The reactor buildings were ‘almost damaged’ and as reactors are designed to withstand a plane crash, a tank attack cannot easily result in critical damage to the building. At the same time, tests with a real aircraft crash on a nuclear plant have not been carried out. Furthermore, the safety of a reactor and the readiness of its safety systems depends not only on the integrity of the building but also on the power supply which was ‘almost completely disrupted’.
In addition, a reactor even in an undamaged building could be subject to negative impacts from the secondary circuit where destruction of the turbine leads to the damage of the main steam and feed water pipelines. Although there are designed-in protection and safety systems to manage such an event by isolating the steam generators and supplying cooling water, in the event of serious problems with both normal and emergency power supply it is impossible to guarantee their reliable operation.
Any analysis of these events would not be complete without considering ‘almost damage’ to the dry spent nuclear fuel storage facility. There are 173 containers on the site, with 24 fuel assemblies in each. Yes, the assemblies are being stored in thick stainless steel casks set in concrete shells and very significant efforts will be required to damage the containers sufficient to release fission products into the atmosphere. This fuel has also been stored in cooling pools for many years and it is not as active as it once was, but it has spent three years in the core of a reactor.
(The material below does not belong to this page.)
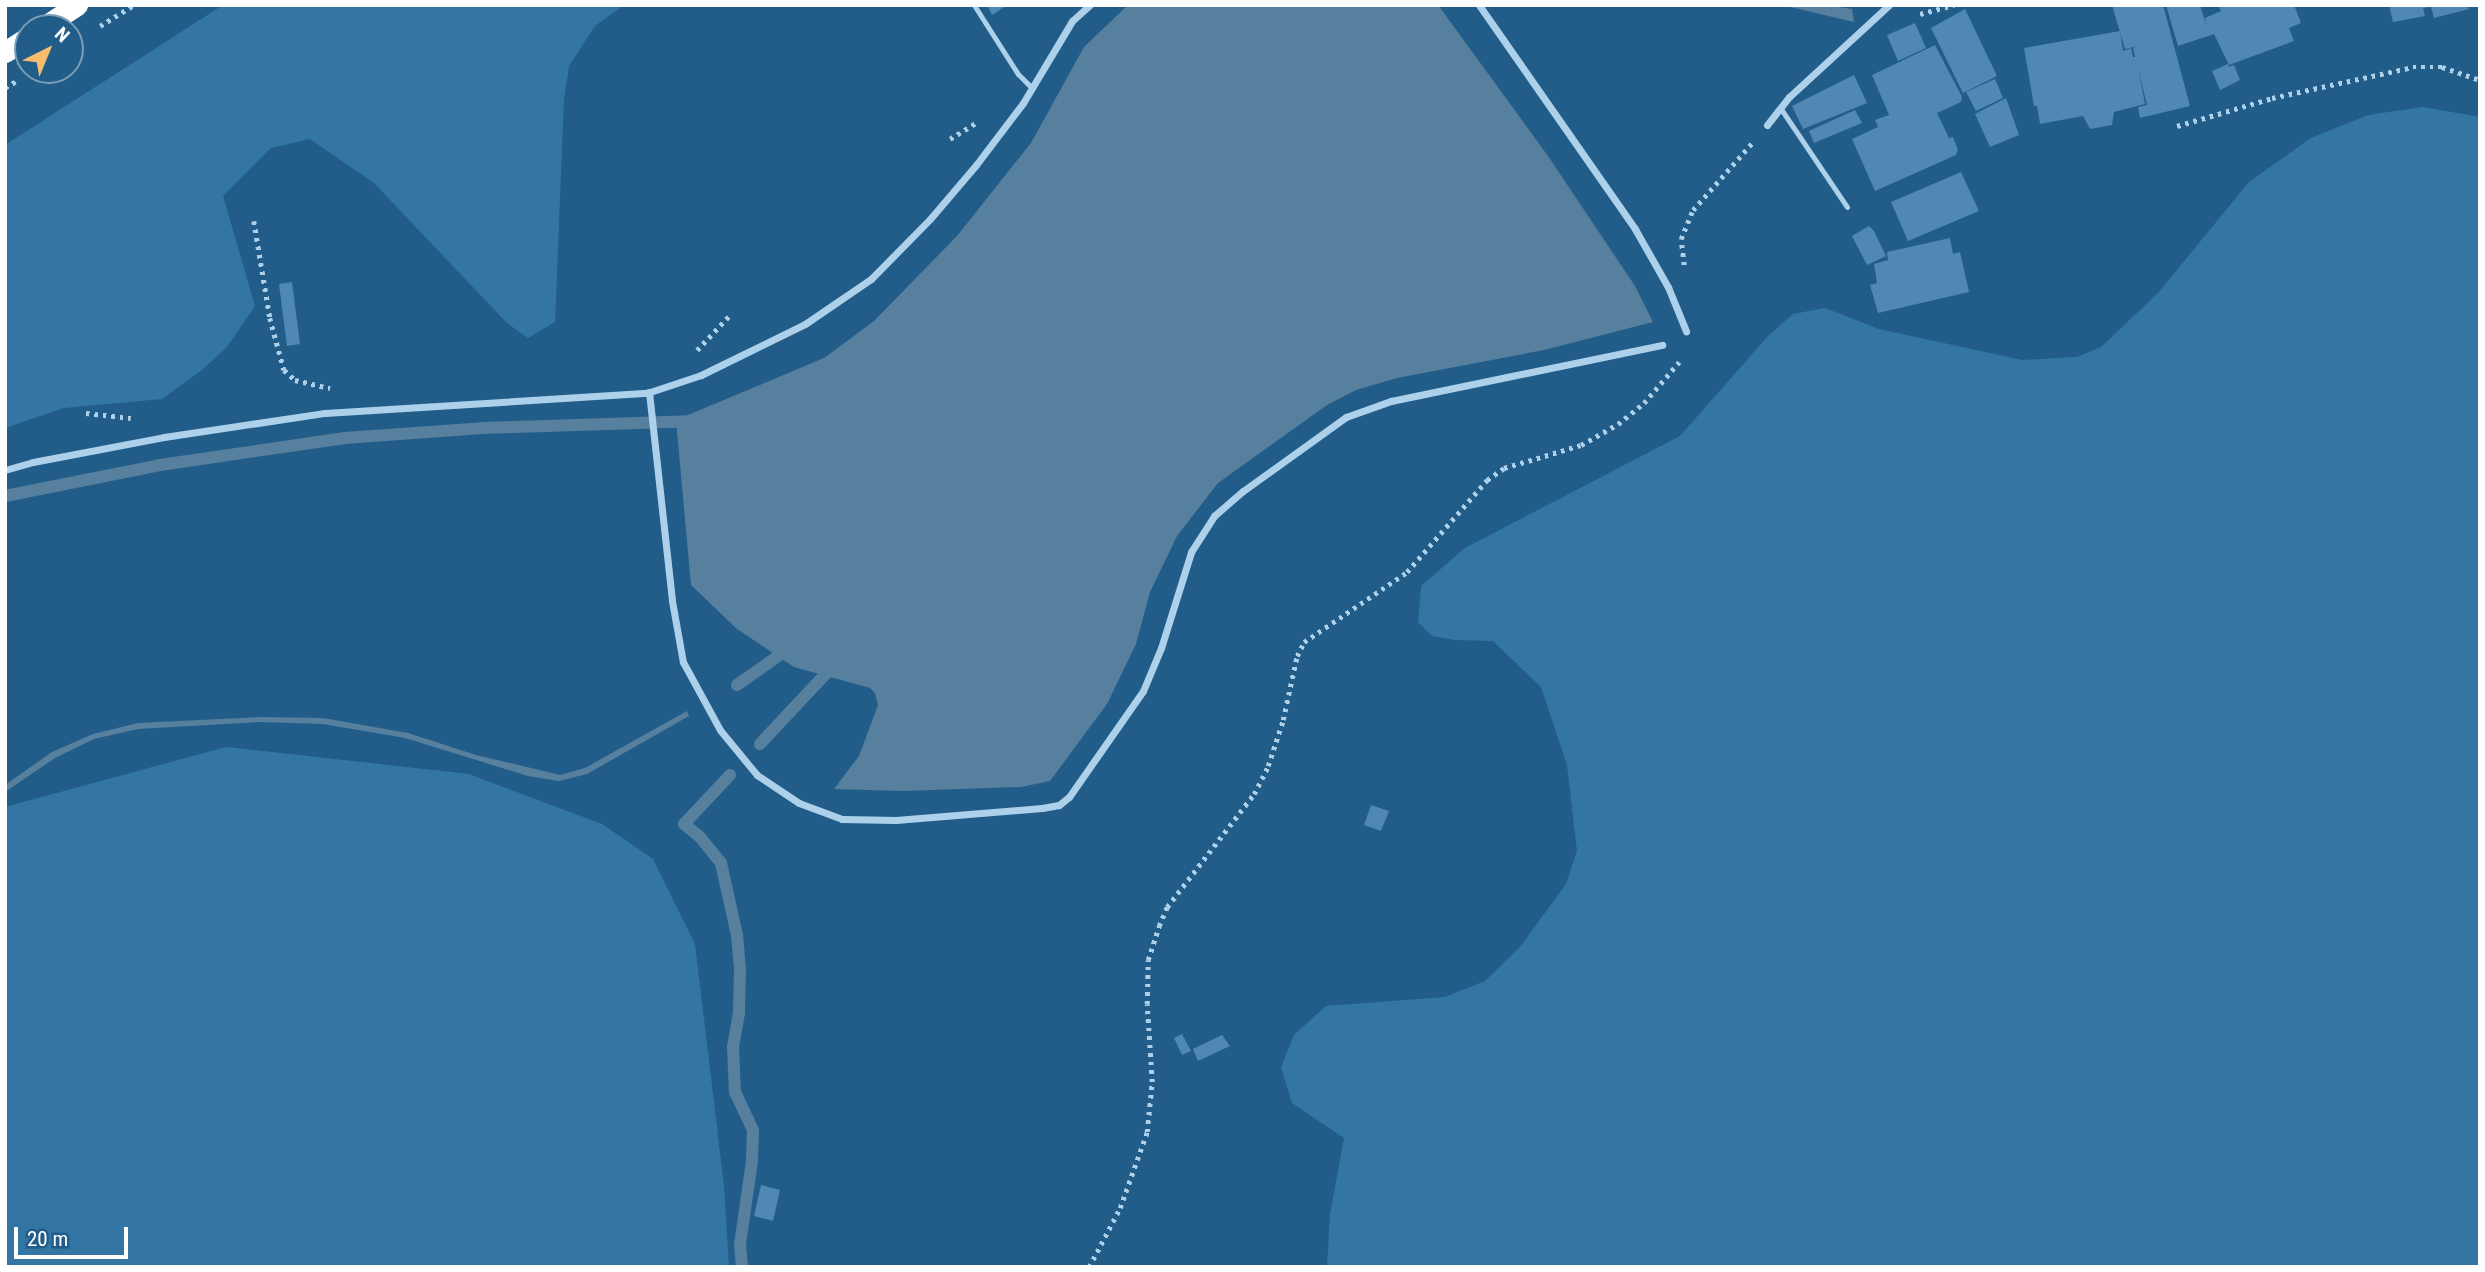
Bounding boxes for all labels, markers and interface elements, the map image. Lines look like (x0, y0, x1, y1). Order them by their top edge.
north arrow (14, 14, 84, 84)
text: N (50, 22, 74, 47)
scale bar (18, 1212, 131, 1256)
text: 20 m (27, 1227, 68, 1251)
With 163 fuel assemblies loaded into each VVER-1000 reactor, in total there are about 25 reactors worth of spent fuel at the storage site all of which was at significant risk that night.
The impact on station’s operational personnel and their role in safety should also be emphasised. The psychological state of personnel is one of the most important elements of nuclear safety and it is easy to understand how the events of late February and early March could significantly reduce the safety margin provided by this element.
Although all these events ‘almost happened’, luckily they did not actually take place. Nonetheless, the plant and all its complex of scientific and engineering achievements was subjected to an unthinkable and many would consider insane military attack.
The situation now
Since then, two long months have passed and the station and town are still occupied. Entry to and exit from the town is almost impossible and, aside from the Dnipro River, occupied territories stretch for 100km in all directions. The road to the nearest regional centre – Zaporizhzhia – goes through several Russian checkpoints. Passage through them is accompanied by thorough searches with uncertain consequences. There have been cases of confiscation of property and arrests. Cars have come under fire with fatal outcomes and fighting is taking place just 20 km from the road.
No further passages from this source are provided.